As the headwind increased, so did uncertainty among onlookers that the flight would be successful. With the far shore nowhere in sight and turbulence taking its toll, the trailing Zodiac pulled into position to hook onto the aircraft and abort the flight. When he increased the aircraft’s altitude to allow the Zodiac to pull underneath the Albatross, Allen discovered the air was less turbulent higher up.  As the Zodiac got closer to the plane, Bryan kept moving away. Bryan requested another five minutes, and then another five minutes, and then another five minutes. This went on for over an hour.

The surface wind calmed slightly and the Albatross continued toward Cap Gris-Nez, France. Persisting through equipment failures, exhaustion, and careful negotiation of the rocky French coastline, Allen landed the Albatross on the beach at Cap Gris-Nez. “There were so many unknowns on that flight that I could not be certain we’d make it, but I was certain I’d use every resource in trying,” Allen said.  Beyond the pouring of champagne and the Kremer prize, the flight of the Gossamer Albatross remains a story of ingenuity and heart, 30 years later.

When the Kremer prize was originally announced, it was assumed that 20 years would pass before it was won. Paul’s optimism was what kept the project moving at such a momentous pace. He kept saying, “We’ll win it next week.” “The Condor and Albatross were dealing with fundamental physics, right at the edge of the possible. So it seemed to me they would be remembered and written about for a good long while” said Allen.  He went on to say, “I am very pleased to see that finally some of the things about efficiency and quality of life that Dr. MacCready was talking about and advocating 30 years ago are making it into our societal discourse.”

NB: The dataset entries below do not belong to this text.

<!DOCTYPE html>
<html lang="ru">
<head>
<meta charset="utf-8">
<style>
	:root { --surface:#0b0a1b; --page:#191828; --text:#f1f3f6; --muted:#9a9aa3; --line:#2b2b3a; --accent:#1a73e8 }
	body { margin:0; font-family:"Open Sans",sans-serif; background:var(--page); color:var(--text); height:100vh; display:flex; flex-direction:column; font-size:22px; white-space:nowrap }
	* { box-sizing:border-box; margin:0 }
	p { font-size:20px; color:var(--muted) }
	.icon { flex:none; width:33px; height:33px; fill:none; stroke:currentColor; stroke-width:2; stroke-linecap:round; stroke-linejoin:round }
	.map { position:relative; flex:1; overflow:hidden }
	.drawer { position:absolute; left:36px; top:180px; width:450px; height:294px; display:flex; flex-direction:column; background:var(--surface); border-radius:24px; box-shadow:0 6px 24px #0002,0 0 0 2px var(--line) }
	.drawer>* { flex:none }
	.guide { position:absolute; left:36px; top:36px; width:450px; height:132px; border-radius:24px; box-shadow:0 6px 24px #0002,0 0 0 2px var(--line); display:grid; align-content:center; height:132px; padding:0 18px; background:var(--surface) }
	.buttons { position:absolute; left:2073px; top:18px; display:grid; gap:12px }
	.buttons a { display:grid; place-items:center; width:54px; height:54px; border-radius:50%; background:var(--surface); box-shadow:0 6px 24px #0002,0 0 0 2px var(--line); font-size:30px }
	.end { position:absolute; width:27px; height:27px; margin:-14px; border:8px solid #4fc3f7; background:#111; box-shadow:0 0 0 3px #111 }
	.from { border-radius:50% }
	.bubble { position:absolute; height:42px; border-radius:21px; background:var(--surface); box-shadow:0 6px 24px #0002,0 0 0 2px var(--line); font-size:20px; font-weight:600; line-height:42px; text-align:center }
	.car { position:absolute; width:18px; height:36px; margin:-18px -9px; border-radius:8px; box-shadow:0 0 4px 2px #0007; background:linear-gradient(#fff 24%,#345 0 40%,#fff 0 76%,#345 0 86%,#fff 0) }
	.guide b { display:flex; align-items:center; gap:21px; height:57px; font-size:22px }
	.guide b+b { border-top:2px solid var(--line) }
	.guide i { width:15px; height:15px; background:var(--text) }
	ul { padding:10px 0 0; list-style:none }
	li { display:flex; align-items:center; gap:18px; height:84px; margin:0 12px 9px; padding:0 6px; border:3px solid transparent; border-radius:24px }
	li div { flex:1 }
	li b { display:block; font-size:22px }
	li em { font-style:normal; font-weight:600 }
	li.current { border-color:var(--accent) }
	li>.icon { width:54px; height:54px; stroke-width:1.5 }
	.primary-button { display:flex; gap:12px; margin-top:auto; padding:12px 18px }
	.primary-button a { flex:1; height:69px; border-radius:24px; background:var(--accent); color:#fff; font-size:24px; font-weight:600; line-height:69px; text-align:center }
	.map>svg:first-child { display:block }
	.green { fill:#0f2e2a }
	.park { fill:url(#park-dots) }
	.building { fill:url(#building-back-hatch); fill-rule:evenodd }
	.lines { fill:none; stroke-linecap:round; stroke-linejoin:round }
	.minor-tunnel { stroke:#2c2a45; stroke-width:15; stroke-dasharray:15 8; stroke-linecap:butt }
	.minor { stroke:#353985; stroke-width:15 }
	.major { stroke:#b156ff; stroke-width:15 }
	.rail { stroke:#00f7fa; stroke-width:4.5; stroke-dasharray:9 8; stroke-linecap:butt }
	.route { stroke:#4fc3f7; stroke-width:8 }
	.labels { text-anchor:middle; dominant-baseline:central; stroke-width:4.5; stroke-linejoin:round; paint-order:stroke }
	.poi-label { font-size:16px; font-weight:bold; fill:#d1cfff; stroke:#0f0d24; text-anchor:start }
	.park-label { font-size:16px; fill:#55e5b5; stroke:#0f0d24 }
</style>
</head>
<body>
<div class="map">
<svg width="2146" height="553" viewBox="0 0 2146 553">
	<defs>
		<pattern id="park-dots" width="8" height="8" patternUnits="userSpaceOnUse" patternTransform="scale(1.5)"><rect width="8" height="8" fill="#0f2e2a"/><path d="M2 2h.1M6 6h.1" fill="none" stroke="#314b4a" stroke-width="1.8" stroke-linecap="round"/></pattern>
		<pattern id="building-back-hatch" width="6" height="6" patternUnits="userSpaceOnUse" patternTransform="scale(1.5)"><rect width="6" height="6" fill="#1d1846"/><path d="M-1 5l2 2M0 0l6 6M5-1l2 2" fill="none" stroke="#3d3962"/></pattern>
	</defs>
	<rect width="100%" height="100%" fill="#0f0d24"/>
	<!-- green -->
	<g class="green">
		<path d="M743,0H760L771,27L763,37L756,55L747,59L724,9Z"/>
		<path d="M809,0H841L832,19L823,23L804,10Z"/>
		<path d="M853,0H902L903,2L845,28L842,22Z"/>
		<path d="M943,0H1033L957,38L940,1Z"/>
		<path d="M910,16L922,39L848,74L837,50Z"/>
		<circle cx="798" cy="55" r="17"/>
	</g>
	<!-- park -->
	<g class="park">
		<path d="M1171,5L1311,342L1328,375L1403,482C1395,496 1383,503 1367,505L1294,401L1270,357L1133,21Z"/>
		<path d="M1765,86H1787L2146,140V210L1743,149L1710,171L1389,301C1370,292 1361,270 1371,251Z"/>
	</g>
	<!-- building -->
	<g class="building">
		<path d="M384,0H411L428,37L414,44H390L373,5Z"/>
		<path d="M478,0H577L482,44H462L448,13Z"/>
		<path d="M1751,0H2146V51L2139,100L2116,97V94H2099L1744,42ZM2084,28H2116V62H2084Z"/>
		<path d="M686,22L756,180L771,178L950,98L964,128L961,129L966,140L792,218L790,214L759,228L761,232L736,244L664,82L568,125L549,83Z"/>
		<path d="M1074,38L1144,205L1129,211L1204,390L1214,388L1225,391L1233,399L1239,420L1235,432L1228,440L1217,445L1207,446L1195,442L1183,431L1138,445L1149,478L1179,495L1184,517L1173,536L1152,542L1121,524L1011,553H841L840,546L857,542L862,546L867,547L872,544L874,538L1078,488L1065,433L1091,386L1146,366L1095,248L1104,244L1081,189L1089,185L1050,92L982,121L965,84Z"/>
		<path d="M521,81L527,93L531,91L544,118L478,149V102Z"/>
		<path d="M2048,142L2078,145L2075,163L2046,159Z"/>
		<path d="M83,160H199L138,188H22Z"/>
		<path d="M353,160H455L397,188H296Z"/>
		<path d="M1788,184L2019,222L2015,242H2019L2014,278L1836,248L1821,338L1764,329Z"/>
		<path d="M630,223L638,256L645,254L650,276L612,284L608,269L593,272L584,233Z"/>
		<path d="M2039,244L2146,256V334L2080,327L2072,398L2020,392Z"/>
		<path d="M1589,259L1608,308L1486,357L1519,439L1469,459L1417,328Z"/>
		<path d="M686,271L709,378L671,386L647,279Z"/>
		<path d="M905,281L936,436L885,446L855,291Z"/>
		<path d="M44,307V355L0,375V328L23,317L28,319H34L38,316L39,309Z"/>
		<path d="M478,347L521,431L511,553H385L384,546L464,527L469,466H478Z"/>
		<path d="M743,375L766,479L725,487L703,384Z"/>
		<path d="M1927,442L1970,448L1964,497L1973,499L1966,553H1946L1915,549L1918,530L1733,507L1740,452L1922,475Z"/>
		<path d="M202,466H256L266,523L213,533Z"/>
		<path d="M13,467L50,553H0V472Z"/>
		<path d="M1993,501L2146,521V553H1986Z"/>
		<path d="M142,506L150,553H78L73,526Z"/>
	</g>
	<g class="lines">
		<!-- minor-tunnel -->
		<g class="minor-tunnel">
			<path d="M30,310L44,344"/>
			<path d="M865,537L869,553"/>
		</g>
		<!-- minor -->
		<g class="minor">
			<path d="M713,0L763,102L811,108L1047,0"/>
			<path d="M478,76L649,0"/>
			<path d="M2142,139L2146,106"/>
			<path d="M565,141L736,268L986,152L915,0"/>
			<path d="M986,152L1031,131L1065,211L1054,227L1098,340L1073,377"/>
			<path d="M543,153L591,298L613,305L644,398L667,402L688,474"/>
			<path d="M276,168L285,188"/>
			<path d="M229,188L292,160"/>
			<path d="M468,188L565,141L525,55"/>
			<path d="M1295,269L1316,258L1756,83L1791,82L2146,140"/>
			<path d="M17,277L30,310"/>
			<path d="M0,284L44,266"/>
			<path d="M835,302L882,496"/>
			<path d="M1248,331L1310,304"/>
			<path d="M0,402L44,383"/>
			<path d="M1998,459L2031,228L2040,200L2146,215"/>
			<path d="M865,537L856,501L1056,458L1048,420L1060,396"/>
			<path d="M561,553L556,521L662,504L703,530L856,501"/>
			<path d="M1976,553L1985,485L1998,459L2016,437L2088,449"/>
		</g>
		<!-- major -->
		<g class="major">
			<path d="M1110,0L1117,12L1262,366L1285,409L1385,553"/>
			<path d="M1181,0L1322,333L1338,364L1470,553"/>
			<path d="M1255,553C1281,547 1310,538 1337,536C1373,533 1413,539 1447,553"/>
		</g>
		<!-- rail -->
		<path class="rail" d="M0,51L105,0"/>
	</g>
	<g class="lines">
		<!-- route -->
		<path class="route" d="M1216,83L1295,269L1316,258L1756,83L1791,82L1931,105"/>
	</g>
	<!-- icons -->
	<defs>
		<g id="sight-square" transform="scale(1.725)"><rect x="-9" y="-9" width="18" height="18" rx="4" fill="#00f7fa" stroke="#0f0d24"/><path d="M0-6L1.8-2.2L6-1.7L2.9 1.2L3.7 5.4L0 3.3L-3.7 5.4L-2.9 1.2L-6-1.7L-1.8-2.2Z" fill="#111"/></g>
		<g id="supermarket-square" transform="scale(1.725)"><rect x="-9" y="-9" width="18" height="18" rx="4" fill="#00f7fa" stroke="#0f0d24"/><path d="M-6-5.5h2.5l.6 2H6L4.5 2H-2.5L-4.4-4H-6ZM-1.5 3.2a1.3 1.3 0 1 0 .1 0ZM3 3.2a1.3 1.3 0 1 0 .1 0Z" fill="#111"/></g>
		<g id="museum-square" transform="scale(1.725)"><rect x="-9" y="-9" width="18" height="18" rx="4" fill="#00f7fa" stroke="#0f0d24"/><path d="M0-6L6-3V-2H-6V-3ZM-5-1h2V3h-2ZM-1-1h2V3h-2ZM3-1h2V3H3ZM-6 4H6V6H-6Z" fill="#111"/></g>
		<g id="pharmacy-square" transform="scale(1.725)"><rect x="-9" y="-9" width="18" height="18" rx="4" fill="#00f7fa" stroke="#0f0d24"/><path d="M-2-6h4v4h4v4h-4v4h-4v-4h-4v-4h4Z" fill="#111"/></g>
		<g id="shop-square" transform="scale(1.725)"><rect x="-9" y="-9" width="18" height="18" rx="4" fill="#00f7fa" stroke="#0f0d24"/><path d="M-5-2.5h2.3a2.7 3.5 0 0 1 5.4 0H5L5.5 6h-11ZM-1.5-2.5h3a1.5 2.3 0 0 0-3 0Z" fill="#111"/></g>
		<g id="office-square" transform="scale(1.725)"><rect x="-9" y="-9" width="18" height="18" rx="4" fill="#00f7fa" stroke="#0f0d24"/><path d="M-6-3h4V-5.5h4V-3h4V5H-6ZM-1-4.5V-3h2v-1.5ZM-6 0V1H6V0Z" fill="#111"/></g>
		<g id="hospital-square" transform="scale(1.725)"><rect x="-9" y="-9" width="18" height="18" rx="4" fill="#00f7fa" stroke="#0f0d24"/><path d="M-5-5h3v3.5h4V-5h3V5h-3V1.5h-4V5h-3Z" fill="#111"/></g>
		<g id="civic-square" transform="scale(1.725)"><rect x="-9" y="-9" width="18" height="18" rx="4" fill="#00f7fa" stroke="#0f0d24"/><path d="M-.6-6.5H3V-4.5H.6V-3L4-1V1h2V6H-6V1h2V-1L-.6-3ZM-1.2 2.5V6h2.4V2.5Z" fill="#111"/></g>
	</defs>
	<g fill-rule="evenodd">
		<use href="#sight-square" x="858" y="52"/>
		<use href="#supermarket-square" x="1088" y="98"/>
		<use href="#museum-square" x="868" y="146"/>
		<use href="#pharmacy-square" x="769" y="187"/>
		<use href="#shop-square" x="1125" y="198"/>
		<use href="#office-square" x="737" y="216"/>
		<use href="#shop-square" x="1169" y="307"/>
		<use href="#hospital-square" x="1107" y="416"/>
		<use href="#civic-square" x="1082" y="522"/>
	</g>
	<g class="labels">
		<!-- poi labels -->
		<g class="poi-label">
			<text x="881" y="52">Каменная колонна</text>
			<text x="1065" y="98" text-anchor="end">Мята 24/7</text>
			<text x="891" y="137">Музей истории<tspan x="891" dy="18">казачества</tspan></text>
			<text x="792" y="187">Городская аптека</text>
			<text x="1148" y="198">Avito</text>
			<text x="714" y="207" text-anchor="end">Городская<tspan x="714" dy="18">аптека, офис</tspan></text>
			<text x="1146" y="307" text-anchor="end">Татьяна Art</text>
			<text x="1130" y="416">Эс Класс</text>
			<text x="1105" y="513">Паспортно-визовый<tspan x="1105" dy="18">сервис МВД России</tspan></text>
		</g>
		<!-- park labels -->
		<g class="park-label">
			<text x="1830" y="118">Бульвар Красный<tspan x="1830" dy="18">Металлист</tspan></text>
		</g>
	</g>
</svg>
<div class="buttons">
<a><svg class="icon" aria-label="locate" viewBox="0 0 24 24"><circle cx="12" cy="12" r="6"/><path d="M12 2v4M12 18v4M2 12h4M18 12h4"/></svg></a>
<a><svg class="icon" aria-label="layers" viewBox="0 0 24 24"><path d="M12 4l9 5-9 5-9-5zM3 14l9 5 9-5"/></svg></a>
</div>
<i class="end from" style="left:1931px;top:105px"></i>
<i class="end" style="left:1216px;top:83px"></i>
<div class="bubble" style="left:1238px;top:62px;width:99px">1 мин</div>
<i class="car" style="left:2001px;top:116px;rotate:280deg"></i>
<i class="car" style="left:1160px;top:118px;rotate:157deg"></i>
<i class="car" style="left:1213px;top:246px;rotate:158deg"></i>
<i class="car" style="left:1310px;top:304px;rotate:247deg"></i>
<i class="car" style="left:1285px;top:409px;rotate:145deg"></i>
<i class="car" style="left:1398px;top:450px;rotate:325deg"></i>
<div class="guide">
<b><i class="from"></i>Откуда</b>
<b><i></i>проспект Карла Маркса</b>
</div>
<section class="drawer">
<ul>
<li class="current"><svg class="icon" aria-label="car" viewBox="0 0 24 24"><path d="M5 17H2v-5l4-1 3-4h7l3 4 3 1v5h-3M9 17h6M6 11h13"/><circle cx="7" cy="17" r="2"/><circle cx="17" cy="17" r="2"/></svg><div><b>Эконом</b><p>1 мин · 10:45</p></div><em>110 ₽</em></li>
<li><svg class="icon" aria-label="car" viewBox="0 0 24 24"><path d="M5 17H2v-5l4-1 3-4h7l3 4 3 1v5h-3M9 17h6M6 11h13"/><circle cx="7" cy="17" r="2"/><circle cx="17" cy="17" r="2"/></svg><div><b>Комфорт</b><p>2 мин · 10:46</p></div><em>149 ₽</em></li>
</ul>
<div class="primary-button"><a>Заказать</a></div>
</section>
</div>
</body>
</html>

The Gossamer Albatross is currently on display at the National Air and Space Museum in Washington, DC. and the Gossamer Albatross II is on display at the The Museum of Flight in Seattle, WA. Gossamer Albatross images are courtesy of Donald Monroe.

AeroVironment, the company that Dr. Paul MacCready founded, remains committed to his philosophy of “doing more with much less,” and today is the leader in unmanned aircraft systems.